Aim of the task:
From the entries that follow, copy each line in which "Eunos" appears.

══ Supplied data

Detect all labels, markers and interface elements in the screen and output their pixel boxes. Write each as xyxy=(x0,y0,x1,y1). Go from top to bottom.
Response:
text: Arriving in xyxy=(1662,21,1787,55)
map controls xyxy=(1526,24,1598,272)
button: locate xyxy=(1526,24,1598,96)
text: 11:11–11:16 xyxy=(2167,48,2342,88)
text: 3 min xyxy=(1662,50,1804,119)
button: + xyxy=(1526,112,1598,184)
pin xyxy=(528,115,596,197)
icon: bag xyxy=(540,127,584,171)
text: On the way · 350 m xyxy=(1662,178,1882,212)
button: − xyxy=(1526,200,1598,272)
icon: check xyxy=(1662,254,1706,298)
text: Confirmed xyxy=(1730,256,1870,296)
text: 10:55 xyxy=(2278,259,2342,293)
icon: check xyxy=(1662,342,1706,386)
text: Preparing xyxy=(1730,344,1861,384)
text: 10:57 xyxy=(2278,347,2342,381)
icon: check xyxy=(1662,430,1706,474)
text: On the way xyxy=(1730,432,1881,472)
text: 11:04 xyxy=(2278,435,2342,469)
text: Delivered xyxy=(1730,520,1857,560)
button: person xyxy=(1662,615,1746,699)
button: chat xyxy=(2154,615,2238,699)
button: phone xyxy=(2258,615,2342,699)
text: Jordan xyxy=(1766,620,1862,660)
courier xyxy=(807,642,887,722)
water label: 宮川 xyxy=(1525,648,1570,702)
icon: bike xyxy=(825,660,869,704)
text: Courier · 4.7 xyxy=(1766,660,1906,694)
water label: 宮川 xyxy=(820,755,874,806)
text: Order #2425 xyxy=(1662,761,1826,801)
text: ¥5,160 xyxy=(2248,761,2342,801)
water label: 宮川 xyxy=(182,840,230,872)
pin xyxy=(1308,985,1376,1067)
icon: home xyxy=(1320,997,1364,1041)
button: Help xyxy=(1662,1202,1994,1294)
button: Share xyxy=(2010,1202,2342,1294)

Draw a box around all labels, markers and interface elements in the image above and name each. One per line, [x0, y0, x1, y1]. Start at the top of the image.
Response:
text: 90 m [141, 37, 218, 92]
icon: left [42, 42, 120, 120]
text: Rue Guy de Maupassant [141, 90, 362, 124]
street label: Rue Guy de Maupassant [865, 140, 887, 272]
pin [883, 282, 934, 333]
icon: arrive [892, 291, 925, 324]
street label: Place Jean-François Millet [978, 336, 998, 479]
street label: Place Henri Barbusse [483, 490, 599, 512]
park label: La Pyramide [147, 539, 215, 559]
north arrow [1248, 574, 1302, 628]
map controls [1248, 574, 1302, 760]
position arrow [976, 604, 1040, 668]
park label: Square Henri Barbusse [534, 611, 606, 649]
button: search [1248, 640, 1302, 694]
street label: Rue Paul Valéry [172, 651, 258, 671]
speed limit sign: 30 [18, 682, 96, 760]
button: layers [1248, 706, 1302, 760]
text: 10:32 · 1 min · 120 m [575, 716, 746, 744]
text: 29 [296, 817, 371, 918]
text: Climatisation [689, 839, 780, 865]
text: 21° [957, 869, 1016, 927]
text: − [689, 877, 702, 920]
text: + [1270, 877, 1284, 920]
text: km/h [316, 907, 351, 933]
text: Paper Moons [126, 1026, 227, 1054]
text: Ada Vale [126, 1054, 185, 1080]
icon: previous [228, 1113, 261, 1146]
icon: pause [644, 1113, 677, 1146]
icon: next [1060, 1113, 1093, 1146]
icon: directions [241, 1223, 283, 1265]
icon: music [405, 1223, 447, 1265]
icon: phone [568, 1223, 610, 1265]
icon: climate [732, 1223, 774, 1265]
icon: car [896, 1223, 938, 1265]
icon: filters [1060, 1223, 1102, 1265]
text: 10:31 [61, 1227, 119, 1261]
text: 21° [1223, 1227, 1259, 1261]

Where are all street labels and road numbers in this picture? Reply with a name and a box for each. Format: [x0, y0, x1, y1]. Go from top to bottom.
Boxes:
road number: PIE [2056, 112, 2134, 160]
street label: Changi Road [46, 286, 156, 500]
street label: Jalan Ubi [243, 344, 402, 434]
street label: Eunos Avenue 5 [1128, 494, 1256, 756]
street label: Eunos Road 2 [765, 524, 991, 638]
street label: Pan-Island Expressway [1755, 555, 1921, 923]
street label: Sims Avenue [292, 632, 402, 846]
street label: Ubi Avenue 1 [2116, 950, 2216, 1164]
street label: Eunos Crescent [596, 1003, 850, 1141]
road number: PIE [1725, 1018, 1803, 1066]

════

Your solution:
street label: Eunos Avenue 5 [1128, 494, 1256, 756]
street label: Eunos Road 2 [765, 524, 991, 638]
street label: Eunos Crescent [596, 1003, 850, 1141]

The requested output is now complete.